Exercise goal >> Lines that contain "serif" are to be copied from the material, every one of them.

Records shown >>
* * * * *

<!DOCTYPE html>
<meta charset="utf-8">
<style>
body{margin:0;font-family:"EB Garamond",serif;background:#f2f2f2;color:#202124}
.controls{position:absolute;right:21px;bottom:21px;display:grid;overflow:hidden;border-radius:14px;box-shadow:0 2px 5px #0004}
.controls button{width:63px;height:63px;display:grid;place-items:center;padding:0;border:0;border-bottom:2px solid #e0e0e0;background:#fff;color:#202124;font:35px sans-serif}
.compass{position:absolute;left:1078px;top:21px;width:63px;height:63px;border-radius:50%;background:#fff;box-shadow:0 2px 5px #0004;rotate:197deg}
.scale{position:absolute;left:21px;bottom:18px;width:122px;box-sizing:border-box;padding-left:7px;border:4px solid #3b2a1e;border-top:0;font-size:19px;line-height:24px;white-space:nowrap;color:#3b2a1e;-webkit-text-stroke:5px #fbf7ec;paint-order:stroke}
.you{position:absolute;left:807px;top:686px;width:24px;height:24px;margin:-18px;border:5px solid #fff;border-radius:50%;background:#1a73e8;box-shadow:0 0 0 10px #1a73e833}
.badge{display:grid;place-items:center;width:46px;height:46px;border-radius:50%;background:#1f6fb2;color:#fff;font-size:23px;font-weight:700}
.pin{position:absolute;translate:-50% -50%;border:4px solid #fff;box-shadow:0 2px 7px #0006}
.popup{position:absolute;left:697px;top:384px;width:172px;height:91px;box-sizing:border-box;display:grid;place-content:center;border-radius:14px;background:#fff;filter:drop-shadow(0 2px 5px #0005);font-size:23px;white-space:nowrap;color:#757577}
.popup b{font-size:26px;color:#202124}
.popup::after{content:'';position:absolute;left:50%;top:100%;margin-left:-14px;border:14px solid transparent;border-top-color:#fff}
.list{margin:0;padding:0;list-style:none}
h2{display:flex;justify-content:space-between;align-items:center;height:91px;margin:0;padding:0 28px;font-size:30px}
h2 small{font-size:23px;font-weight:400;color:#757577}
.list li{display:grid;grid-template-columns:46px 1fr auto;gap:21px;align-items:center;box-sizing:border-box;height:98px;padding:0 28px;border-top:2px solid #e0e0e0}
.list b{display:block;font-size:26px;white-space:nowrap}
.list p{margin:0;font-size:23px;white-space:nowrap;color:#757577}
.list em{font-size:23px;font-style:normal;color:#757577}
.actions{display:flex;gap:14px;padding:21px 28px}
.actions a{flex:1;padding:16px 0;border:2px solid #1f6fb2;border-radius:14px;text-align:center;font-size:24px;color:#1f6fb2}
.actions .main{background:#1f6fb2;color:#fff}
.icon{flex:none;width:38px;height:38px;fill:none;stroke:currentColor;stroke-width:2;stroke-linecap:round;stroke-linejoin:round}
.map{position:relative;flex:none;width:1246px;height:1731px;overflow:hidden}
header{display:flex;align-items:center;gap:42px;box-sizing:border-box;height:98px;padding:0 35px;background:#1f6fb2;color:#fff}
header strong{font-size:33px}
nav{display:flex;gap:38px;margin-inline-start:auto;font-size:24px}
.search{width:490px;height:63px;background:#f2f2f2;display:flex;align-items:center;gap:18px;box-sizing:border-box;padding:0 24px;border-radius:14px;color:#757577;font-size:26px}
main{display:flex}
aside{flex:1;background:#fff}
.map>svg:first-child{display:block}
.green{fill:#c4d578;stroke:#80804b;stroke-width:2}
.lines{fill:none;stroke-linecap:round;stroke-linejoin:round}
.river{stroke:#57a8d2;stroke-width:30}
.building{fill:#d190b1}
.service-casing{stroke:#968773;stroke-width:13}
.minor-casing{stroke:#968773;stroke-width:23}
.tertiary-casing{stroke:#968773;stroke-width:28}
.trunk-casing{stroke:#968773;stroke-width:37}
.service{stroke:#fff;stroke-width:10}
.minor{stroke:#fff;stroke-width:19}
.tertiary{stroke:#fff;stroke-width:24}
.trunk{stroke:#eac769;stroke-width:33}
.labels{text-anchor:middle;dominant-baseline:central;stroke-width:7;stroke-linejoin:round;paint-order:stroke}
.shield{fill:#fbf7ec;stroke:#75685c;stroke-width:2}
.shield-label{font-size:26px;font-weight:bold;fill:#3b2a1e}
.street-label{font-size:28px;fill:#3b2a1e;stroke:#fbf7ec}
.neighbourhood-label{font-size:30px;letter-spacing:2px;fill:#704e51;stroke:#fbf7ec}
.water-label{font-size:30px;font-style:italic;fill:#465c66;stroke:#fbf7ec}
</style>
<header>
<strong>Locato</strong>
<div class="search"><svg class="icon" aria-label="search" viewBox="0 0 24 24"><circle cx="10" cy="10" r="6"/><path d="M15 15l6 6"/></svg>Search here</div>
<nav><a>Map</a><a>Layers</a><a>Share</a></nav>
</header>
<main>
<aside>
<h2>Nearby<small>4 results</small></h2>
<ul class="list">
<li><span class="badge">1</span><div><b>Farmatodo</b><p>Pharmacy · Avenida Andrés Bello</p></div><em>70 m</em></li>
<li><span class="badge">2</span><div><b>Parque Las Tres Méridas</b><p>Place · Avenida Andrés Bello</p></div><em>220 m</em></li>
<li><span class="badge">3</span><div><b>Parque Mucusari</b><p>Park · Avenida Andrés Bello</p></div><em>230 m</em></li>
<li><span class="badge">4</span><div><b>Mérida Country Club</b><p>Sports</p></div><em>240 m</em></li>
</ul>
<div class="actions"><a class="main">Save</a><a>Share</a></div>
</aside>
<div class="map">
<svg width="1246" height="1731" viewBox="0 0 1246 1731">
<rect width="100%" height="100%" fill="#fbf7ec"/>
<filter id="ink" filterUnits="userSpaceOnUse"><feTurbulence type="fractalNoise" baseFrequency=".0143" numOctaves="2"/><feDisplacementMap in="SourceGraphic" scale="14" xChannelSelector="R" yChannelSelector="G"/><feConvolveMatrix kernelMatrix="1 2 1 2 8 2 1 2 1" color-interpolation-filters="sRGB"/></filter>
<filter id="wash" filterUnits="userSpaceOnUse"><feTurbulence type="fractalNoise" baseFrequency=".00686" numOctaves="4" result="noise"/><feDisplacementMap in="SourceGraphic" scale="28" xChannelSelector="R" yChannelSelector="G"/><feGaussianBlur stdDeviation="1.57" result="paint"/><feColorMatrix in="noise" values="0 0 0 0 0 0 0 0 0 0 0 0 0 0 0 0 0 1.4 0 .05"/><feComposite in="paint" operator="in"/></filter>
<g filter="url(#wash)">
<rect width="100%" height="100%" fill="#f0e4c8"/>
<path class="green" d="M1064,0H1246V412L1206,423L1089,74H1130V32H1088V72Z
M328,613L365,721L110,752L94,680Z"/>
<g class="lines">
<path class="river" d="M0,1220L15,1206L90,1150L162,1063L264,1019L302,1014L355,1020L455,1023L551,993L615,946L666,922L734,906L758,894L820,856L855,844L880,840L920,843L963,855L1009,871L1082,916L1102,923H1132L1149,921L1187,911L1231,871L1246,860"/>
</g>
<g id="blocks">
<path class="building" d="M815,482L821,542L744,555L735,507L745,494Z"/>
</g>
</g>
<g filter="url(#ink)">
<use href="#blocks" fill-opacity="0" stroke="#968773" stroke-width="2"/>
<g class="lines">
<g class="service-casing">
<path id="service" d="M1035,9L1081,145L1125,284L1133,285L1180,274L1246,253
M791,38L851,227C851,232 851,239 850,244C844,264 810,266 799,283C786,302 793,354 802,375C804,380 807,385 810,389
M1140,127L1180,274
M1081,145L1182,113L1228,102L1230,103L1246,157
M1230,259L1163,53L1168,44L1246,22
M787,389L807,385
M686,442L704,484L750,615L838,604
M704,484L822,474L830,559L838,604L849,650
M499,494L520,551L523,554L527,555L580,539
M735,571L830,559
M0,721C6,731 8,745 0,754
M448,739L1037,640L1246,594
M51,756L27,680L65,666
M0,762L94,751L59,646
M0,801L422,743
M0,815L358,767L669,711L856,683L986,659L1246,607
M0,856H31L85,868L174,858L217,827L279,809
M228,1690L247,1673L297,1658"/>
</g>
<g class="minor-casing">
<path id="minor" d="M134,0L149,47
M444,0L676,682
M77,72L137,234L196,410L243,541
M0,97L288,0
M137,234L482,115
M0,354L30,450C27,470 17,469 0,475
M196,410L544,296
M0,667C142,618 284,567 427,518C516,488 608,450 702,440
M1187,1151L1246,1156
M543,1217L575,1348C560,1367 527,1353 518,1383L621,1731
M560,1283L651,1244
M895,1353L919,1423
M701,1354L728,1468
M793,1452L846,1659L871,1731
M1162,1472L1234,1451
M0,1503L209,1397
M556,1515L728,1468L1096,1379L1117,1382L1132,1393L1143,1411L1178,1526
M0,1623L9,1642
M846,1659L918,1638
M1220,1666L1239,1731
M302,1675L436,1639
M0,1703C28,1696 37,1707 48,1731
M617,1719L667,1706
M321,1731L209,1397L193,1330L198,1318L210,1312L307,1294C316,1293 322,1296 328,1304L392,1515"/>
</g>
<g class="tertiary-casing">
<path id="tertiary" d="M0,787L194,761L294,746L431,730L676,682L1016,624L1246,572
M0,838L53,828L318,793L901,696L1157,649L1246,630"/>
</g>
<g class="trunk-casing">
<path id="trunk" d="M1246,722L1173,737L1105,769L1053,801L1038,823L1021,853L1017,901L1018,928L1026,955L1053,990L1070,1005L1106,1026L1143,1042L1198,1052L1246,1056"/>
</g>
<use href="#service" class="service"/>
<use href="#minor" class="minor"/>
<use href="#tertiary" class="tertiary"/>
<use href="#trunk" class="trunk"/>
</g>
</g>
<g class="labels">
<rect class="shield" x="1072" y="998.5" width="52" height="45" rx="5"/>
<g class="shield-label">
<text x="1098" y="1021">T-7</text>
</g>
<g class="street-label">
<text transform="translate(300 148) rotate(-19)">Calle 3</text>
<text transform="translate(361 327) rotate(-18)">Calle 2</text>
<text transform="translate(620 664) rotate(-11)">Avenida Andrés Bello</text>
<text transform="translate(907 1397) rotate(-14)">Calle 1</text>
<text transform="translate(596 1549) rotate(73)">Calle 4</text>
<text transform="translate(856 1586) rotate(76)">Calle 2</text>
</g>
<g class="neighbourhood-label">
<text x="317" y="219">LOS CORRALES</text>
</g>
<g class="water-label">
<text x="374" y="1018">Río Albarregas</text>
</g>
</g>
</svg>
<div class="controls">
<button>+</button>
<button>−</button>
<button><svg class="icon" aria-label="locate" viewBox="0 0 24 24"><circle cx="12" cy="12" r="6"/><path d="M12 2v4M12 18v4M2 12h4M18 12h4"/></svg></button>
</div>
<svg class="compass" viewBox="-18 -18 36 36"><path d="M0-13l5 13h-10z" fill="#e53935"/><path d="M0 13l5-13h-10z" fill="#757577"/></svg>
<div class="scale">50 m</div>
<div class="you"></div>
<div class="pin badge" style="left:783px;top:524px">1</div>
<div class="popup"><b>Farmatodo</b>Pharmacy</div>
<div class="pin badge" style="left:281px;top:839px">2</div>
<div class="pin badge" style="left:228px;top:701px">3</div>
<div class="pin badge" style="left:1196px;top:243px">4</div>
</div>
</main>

* * * * *

Exercise response >>
body{margin:0;font-family:"EB Garamond",serif;background:#f2f2f2;color:#202124}
.controls button{width:63px;height:63px;display:grid;place-items:center;padding:0;border:0;border-bottom:2px solid #e0e0e0;background:#fff;color:#202124;font:35px sans-serif}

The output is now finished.